# WORK REQUIRED
Needed from the entries below: every line that holds the word "place".

# EXCERPTED DATA
────────────────────

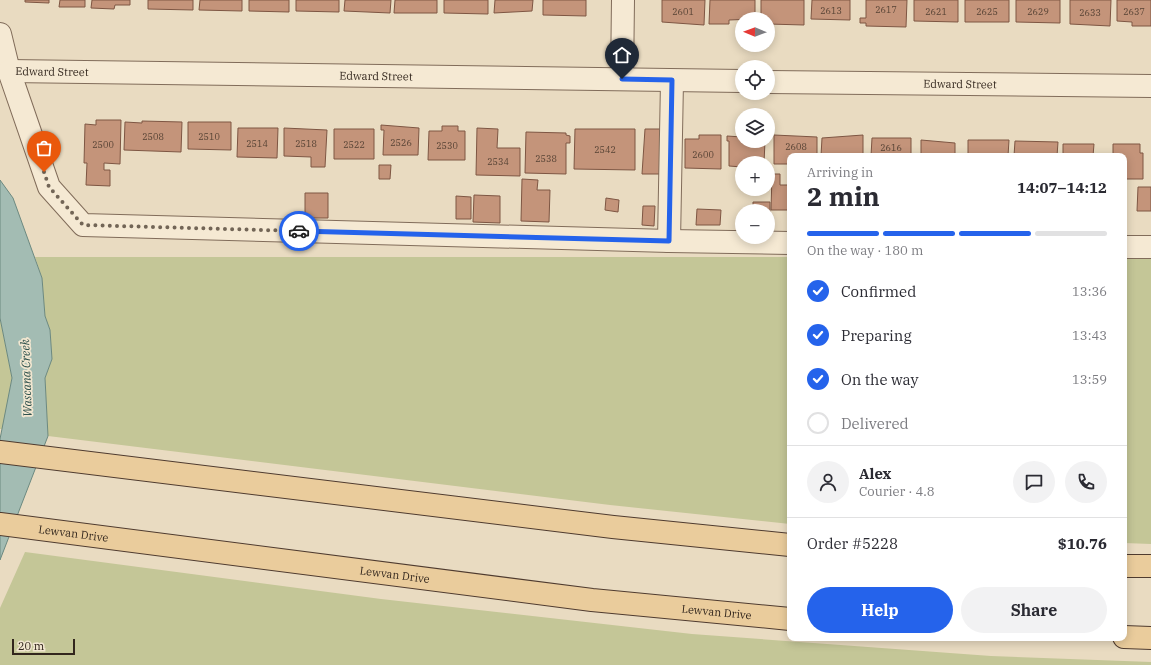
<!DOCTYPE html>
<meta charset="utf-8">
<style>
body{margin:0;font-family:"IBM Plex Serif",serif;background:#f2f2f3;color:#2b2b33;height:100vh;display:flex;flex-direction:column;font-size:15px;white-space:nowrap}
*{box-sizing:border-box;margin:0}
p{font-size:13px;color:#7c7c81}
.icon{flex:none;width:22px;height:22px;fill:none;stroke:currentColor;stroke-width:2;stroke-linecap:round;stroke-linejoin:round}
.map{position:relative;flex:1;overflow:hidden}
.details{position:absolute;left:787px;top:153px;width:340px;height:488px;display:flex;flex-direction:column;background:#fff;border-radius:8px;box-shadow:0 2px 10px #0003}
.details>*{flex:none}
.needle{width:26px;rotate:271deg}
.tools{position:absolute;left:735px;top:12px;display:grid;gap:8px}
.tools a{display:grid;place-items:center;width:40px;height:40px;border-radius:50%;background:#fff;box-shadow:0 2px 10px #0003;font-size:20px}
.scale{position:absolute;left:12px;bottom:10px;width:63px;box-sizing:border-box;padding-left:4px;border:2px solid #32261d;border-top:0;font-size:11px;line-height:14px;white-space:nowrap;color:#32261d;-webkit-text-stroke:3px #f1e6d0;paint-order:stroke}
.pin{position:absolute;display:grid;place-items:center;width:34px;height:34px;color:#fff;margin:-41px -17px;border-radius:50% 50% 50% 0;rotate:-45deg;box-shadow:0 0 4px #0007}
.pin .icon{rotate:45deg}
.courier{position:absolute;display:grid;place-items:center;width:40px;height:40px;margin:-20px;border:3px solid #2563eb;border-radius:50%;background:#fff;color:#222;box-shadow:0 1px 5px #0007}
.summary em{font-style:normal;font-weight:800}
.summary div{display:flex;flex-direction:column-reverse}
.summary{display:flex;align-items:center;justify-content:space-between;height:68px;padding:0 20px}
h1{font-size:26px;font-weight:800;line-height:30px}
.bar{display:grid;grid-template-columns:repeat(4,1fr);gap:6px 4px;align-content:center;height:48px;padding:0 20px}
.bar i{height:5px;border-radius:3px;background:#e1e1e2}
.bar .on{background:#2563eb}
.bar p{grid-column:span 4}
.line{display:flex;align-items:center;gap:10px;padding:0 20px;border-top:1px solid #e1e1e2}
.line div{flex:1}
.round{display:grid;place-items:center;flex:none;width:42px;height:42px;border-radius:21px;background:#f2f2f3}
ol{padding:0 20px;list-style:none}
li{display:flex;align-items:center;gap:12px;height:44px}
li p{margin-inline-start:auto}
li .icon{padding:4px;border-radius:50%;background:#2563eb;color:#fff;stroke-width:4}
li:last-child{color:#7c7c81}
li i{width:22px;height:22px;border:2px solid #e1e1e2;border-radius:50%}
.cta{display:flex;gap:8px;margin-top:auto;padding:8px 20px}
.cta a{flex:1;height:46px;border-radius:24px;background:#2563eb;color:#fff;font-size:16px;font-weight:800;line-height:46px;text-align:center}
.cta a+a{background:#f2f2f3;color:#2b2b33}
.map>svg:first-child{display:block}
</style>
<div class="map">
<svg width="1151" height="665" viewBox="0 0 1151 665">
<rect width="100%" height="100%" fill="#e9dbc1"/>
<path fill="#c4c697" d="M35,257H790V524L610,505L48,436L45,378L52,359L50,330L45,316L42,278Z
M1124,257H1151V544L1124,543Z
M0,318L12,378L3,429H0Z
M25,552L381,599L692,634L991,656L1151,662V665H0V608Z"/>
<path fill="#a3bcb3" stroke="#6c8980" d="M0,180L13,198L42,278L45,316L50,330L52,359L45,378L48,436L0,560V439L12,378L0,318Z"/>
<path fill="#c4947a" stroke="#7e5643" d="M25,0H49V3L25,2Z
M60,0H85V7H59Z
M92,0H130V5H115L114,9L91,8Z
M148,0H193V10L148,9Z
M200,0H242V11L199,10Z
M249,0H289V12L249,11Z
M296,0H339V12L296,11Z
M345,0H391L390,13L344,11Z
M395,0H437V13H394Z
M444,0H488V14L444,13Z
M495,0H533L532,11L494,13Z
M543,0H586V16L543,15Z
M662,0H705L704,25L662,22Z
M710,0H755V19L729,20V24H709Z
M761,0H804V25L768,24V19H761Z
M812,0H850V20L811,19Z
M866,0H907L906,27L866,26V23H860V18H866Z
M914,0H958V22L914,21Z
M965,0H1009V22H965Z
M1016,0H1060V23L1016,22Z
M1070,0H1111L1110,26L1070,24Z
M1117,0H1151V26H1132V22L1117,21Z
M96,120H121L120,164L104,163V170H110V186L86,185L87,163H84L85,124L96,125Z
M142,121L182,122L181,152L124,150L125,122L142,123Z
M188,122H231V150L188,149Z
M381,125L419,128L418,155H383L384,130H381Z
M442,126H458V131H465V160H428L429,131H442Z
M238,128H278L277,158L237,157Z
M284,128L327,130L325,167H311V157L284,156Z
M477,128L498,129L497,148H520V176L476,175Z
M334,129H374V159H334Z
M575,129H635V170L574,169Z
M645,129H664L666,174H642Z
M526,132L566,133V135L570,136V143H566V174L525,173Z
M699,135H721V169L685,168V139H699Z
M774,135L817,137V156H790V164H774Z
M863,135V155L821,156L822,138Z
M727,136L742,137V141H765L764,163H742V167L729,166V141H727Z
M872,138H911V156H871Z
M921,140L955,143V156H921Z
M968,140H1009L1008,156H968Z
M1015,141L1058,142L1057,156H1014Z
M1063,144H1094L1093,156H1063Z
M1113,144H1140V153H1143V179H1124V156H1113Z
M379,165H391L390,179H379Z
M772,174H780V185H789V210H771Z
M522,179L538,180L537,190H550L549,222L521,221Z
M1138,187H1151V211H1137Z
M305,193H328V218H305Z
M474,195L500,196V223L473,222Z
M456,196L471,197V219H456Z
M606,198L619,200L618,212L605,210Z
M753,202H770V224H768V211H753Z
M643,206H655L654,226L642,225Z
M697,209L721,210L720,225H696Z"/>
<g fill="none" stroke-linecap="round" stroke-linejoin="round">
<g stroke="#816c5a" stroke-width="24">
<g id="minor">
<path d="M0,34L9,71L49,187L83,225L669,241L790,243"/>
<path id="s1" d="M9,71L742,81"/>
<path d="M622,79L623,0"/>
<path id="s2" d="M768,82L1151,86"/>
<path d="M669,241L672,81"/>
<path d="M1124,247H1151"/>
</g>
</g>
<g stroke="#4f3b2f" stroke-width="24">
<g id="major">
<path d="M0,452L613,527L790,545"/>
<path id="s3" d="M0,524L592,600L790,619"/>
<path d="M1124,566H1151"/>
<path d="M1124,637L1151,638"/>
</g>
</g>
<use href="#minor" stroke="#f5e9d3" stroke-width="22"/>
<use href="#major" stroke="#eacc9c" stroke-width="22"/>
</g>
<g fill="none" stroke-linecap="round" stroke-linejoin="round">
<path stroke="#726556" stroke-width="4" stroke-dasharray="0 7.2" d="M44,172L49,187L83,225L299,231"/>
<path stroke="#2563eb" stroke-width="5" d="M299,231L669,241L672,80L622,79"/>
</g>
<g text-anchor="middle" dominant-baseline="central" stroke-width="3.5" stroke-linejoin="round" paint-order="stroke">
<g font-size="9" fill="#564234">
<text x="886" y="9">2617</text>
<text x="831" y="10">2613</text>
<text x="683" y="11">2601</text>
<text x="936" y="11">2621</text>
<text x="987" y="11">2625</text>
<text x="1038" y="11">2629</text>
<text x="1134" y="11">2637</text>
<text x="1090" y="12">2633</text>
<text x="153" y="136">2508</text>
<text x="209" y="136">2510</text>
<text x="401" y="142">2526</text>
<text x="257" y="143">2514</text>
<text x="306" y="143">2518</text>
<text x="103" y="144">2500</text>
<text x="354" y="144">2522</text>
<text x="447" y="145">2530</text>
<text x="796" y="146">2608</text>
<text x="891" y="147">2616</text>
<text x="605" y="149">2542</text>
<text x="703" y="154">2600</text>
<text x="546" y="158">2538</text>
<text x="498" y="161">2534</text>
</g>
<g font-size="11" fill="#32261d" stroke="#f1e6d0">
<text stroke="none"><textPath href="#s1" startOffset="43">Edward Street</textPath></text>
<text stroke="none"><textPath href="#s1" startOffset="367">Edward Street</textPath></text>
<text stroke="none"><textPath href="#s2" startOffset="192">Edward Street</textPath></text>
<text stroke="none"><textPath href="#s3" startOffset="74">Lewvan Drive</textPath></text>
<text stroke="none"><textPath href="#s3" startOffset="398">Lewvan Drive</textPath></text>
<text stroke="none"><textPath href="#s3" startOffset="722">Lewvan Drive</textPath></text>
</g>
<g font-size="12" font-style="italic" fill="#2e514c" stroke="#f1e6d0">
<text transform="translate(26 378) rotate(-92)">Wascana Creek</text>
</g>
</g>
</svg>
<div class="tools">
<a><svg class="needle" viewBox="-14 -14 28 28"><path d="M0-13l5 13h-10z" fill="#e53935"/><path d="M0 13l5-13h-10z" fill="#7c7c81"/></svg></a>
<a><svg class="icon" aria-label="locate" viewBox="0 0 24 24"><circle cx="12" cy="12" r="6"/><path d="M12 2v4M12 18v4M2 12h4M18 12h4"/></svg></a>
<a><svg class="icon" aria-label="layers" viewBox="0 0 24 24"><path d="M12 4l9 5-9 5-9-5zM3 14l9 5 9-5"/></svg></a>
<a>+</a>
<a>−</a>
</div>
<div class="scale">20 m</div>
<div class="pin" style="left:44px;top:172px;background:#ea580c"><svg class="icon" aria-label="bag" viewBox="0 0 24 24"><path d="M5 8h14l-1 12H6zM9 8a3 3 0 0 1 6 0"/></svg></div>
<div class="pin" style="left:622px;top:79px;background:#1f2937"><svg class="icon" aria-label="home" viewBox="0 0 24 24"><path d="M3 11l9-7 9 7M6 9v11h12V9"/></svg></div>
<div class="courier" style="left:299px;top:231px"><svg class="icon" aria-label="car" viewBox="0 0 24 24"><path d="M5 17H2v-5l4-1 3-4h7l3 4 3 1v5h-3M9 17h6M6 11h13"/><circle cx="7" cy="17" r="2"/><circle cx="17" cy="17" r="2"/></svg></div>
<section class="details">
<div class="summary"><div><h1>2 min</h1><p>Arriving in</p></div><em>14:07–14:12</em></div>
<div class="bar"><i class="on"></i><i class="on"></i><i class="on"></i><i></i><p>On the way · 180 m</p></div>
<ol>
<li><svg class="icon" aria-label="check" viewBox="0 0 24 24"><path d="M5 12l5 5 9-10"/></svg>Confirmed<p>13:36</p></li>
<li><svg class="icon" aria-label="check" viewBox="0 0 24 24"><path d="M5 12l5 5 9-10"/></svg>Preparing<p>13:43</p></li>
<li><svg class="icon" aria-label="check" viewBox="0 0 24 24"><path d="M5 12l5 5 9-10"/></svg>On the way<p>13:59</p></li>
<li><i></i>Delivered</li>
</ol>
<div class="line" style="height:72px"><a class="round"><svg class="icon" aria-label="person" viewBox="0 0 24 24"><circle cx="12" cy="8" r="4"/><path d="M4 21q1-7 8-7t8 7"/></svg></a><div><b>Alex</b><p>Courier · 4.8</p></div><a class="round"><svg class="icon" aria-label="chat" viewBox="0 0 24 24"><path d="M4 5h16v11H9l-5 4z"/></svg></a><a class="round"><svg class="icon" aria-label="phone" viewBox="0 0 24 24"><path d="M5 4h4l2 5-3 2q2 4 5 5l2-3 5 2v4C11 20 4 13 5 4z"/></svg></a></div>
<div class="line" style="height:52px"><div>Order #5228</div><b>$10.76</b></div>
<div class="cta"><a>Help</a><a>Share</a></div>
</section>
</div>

────────────────────

# RESPONSE TO THIS EXERCISE
.tools a{display:grid;place-items:center;width:40px;height:40px;border-radius:50%;background:#fff;box-shadow:0 2px 10px #0003;font-size:20px}
.pin{position:absolute;display:grid;place-items:center;width:34px;height:34px;color:#fff;margin:-41px -17px;border-radius:50% 50% 50% 0;rotate:-45deg;box-shadow:0 0 4px #0007}
.courier{position:absolute;display:grid;place-items:center;width:40px;height:40px;margin:-20px;border:3px solid #2563eb;border-radius:50%;background:#fff;color:#222;box-shadow:0 1px 5px #0007}
.round{display:grid;place-items:center;flex:none;width:42px;height:42px;border-radius:21px;background:#f2f2f3}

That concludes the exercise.